What is Health Insurance? 

Health insurance is a type of insurance that helps you pay for your medical care. When you purchase a health insurance plan, also called a policy, you enter a contract and agree to pay a monthly premium or fee to an insurance company.

In Georgia, 49% of the state’s residents have health insurance through employers. In that case, your employer pays part of your insurance, most often through a managed care plan. Those plans have an agreement with health care provider networks to care for members at lower rates.

But you can purchase health insurance through a spouse’s plan, independently through a broker, COBRA or directly from an insurance company.

Depending on your income, you may qualify for insurance through the federal government and the state with Medicare and Medicaid. Medicare helps residents 65 and older with health care costs and Medicaid assists low-income families and children.

Average Cost of Health Insurance in Georgia

The average cost for a Bronze plan is $354, $460 for a Silver plan and $538 for a Gold plan in 2019.

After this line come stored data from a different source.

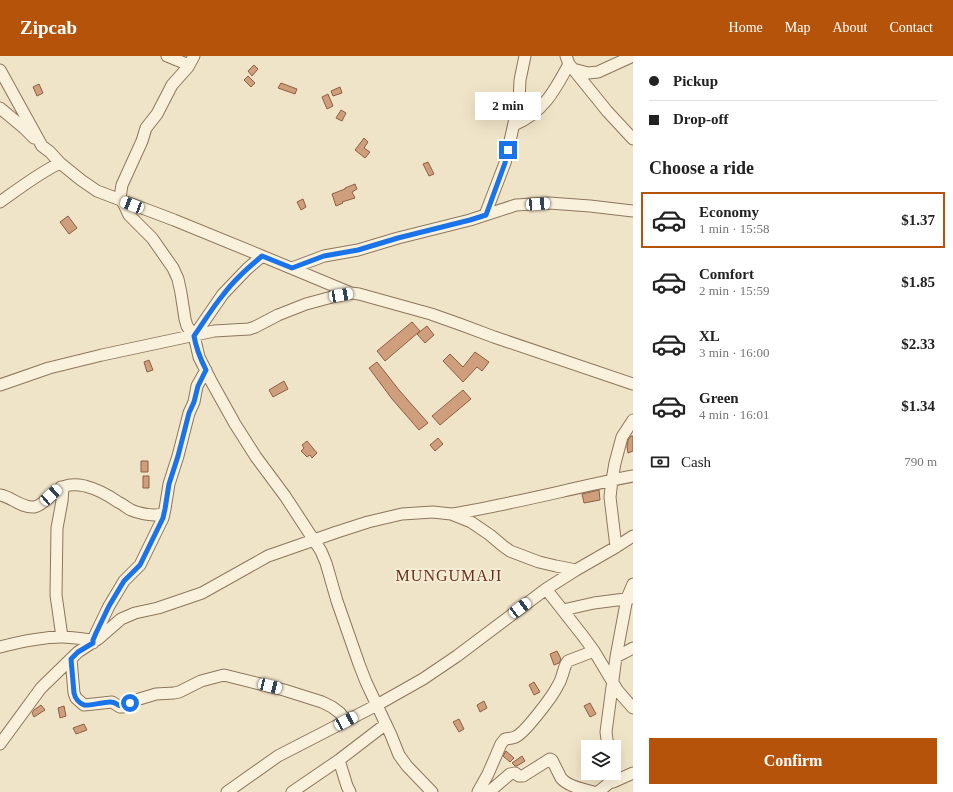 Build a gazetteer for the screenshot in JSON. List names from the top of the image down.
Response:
{
  "districts": ["MUNGUMAJI"],
  "page": {
    "header": "Zipcab",
    "nav": [
      "Home",
      "Map",
      "About",
      "Contact"
    ],
    "banner": ["Pickup", "Drop-off"],
    "bubble": "2 min",
    "heading": "Choose a ride",
    "list": [
      {
        "name": "Economy",
        "note": "1 min · 15:58",
        "value": "$1.37"
      },
      {
        "name": "Comfort",
        "note": "2 min · 15:59",
        "value": "$1.85"
      },
      {
        "name": "XL",
        "note": "3 min · 16:00",
        "value": "$2.33"
      },
      {
        "name": "Green",
        "note": "4 min · 16:01",
        "value": "$1.34"
      }
    ],
    "pay": ["Cash", "790 m"],
    "buttons": "Confirm"
  }
} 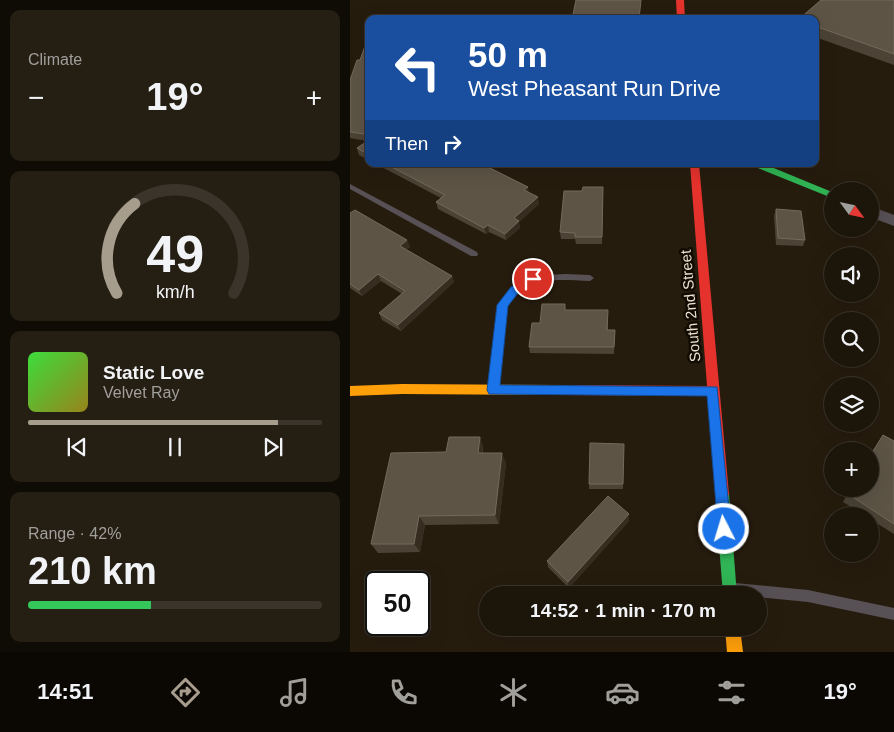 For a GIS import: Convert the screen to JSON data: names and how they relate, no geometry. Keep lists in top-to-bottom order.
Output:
{
  "streets": {
    "main road": ["South 2nd Street"]
  },
  "north": "bottom right",
  "page": {
    "tile": [
      "Climate",
      ["Range · 42%", "210 km"]
    ],
    "turn": ["50 m", "West Pheasant Run Drive"],
    "heat": ["−", "19°", "+"],
    "then": "Then",
    "map_buttons": ["+", "−"],
    "song": ["Static Love", "Velvet Ray"],
    "limit": "50",
    "trip": "14:52 · 1 min · 170 m",
    "tabs": ["14:51", "19°"],
    "gauge": ["49", "km/h"]
  }
} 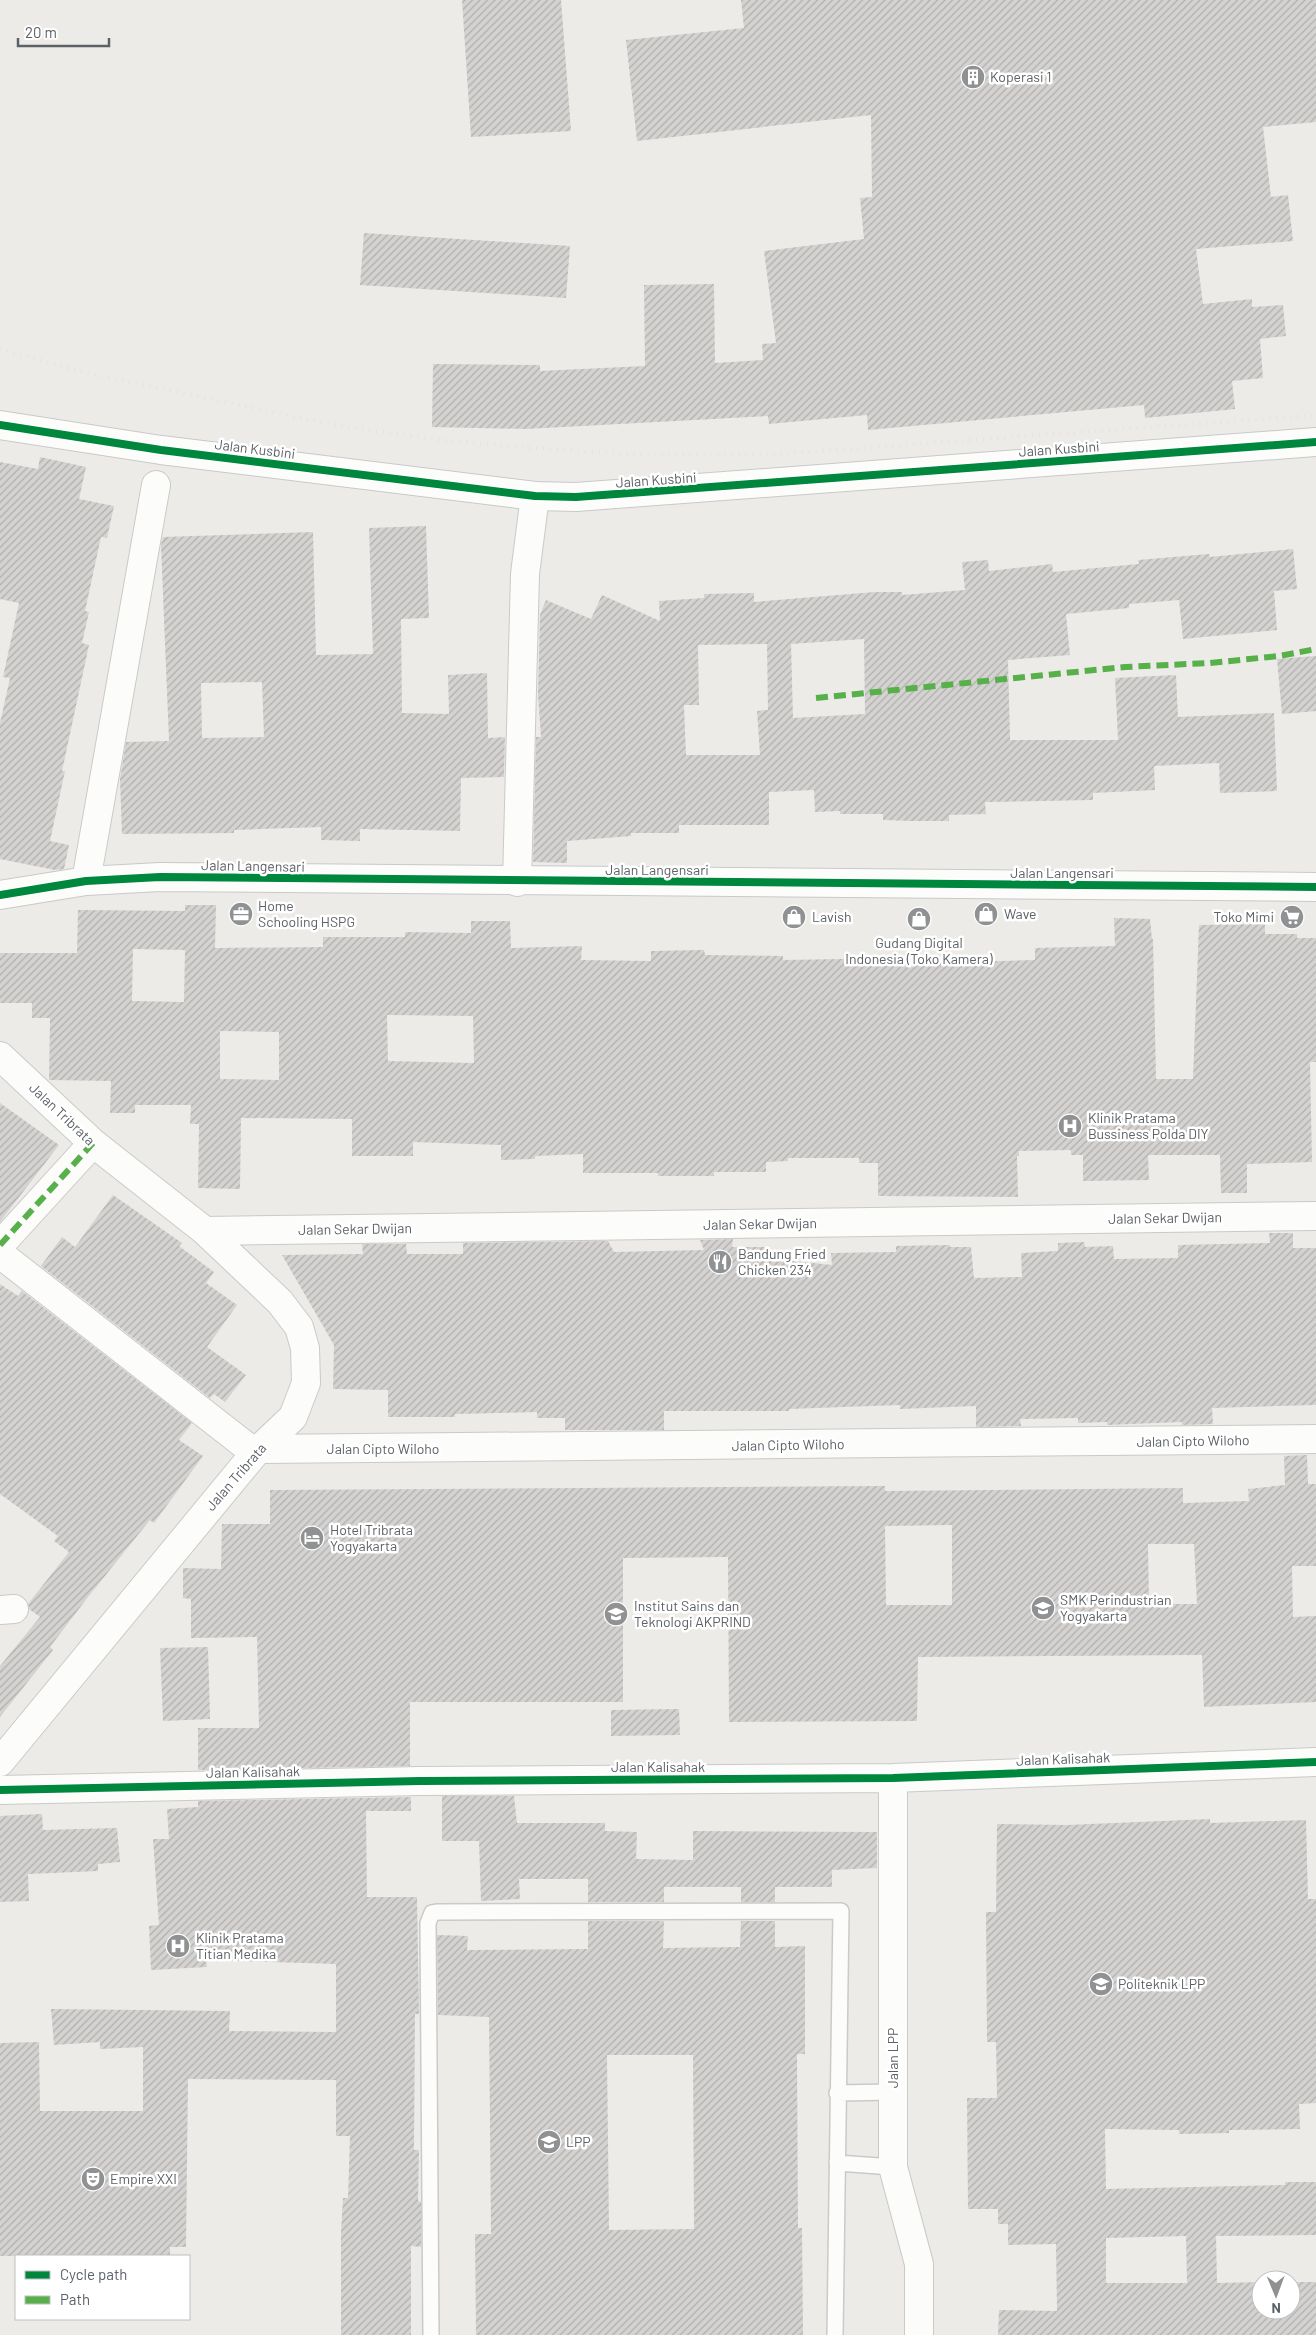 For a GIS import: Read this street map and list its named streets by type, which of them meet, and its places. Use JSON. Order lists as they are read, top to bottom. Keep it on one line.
{"streets":{"street":["Jalan Kusbini","Jalan Langensari","Jalan Tribrata","Jalan Sekar Dwijan","Jalan Cipto Wiloho","Jalan Kalisahak","Jalan LPP"]},"crossings":[["Jalan Tribrata","Jalan Sekar Dwijan"],["Jalan Tribrata","Jalan Cipto Wiloho"],["Jalan Kalisahak","Jalan LPP"]],"places":{"building":["Koperasi 1"],"office":["Home Schooling HSPG"],"shop":["Wave","Lavish","Gudang Digital Indonesia (Toko Kamera)"],"supermarket":["Toko Mimi"],"hospital":["Klinik Pratama Bussiness Polda DIY","Klinik Pratama Titian Medika"],"restaurant":["Bandung Fried Chicken 234"],"hotel":["Hotel Tribrata Yogyakarta"],"school or university":["SMK Perindustrian Yogyakarta","Institut Sains dan Teknologi AKPRIND","Politeknik LPP","LPP"],"theatre":["Empire XXI"]},"legend":["Cycle path","Path"],"scale_bar":"20 m","north":"bottom"}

Georgia residents spent an average of $6,587 per year on health care expenditures in 2014, which is less than the national average, according to a Kaiser Family Foundation report. This was the latest data available. 

Types of Health Coverage

Whether you’re shopping for health insurance in Georgia through an insurance carrier broker or on Georgia’s Marketplace, you can choose from health insurance plans from major brands with 5 levels of benefits. They include:

  • Bronze: Your insurance covers 60% of your medical costs on average. You pay 40%.
  • Silver: Your insurance covers 70% of your medical costs on average. You pay 30%.
  • Gold: Your insurance covers 80% of your medical costs on average. You pay 20%.
  • Platinum: Your insurance covers 90% of your medical costs on average. You pay 10%.
  • Catastrophic: These are high-deductible plans designed for people 30 and younger. Catastrophic plans are required to cover preventive care and the 1st 3 primary care visits at no cost to you, even if you haven’t met your deductible.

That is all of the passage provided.